Problem details. Your answer should consist of every line in the records that holds "rows".

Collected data
==========
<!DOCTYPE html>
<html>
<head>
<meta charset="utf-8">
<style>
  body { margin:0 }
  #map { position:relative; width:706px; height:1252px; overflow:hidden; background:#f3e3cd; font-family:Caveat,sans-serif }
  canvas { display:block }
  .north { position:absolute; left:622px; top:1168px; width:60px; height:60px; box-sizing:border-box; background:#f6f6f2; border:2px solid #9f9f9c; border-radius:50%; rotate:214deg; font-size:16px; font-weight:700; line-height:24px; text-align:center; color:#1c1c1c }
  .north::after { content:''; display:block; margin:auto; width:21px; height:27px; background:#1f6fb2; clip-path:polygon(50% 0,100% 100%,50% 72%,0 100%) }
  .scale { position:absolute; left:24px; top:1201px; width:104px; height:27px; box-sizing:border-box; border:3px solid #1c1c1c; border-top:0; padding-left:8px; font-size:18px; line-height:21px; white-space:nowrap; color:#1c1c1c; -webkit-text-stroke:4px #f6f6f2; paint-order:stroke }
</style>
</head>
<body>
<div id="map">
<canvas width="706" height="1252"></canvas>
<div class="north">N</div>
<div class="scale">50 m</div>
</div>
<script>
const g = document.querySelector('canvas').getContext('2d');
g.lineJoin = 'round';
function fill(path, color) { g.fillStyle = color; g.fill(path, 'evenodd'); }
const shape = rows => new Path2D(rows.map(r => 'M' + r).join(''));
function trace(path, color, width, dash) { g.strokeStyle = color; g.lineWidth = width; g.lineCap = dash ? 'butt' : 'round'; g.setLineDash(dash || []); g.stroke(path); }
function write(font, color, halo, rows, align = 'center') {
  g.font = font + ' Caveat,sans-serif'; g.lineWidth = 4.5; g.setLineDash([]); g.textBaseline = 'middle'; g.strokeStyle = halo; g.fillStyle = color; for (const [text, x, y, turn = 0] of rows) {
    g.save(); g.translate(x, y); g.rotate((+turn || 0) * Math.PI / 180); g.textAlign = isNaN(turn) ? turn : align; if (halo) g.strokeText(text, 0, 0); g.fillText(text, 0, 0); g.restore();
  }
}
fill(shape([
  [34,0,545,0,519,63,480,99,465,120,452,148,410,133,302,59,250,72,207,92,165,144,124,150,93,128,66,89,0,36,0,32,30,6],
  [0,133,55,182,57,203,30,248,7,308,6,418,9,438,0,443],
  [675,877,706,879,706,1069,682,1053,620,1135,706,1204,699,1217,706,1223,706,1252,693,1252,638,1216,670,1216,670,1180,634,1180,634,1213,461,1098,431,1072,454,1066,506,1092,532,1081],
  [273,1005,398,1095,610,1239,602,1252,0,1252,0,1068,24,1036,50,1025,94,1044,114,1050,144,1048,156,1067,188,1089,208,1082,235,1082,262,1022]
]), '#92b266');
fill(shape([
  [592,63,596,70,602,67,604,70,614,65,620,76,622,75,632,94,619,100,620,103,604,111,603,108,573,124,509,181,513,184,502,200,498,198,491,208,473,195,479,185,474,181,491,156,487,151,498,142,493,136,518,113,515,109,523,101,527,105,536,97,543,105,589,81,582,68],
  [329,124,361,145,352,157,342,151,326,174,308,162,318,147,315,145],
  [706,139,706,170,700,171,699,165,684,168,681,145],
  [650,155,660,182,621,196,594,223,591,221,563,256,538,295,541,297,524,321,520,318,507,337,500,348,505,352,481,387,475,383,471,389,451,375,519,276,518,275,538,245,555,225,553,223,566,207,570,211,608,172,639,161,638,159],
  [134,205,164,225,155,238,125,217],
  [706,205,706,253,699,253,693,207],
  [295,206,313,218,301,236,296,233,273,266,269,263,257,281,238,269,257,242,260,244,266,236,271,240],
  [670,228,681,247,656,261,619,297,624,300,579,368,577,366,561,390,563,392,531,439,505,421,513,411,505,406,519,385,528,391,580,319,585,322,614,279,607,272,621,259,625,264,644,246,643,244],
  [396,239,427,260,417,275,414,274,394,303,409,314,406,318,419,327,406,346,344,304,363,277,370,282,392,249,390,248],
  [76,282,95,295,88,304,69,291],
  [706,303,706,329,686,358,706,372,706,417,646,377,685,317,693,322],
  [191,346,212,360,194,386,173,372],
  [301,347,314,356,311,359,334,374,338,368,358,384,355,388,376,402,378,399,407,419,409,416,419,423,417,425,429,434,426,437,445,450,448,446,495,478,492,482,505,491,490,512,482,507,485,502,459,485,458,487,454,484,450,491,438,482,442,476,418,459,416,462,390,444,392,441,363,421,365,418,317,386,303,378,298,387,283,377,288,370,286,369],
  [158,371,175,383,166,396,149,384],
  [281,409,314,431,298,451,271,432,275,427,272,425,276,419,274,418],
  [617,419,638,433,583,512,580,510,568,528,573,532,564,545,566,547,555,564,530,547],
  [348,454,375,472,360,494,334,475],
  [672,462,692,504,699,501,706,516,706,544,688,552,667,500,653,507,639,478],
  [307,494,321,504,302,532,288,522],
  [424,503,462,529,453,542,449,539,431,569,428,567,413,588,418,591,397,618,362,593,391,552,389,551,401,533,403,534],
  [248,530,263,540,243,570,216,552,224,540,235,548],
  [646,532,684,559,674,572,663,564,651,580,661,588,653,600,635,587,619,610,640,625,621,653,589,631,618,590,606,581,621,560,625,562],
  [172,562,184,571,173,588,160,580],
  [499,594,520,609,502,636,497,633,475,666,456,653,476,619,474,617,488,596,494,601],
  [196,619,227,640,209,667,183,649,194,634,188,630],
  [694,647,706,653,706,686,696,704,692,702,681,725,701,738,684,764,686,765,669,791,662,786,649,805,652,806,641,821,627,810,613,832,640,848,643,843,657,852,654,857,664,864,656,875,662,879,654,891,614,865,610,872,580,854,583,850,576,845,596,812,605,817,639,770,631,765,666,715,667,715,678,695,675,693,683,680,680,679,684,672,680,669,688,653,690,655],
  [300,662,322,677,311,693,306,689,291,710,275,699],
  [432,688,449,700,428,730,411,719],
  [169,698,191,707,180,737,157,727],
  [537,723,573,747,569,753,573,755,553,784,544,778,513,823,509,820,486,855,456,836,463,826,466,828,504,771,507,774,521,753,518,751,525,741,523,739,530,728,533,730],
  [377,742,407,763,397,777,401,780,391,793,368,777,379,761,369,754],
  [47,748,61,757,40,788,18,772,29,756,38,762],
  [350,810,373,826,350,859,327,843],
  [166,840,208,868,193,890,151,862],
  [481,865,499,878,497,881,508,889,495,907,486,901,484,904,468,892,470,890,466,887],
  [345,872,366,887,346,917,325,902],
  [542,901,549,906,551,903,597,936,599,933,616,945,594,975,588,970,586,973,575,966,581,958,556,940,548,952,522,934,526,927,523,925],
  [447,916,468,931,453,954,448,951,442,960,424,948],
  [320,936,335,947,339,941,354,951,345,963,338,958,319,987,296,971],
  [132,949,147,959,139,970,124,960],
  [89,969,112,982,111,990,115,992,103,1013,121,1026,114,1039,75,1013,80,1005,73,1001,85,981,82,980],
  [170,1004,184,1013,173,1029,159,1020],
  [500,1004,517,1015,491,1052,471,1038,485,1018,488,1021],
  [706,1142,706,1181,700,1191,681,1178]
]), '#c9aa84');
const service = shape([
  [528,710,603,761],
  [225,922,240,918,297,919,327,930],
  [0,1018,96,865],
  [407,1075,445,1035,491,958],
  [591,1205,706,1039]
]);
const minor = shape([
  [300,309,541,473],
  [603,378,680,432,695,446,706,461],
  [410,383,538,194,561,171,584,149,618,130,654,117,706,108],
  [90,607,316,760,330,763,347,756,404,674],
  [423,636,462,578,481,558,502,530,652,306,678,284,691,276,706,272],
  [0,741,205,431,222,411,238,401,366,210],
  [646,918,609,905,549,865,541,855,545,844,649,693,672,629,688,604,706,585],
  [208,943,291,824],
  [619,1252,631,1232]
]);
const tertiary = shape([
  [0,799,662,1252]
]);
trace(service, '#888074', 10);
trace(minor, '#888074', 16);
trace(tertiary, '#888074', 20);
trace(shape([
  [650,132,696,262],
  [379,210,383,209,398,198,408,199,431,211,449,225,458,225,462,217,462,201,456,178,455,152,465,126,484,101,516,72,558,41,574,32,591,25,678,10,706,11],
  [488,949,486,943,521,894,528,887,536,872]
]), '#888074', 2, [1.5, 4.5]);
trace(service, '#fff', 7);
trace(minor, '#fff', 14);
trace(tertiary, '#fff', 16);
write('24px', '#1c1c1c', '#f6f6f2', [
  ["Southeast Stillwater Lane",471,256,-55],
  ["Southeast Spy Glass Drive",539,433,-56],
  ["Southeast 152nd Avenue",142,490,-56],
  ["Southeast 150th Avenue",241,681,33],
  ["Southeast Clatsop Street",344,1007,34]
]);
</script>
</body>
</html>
==========
Answer for this exercise.
const shape = rows => new Path2D(rows.map(r => 'M' + r).join(''));
function write(font, color, halo, rows, align = 'center') {
  g.font = font + ' Caveat,sans-serif'; g.lineWidth = 4.5; g.setLineDash([]); g.textBaseline = 'middle'; g.strokeStyle = halo; g.fillStyle = color; for (const [text, x, y, turn = 0] of rows) {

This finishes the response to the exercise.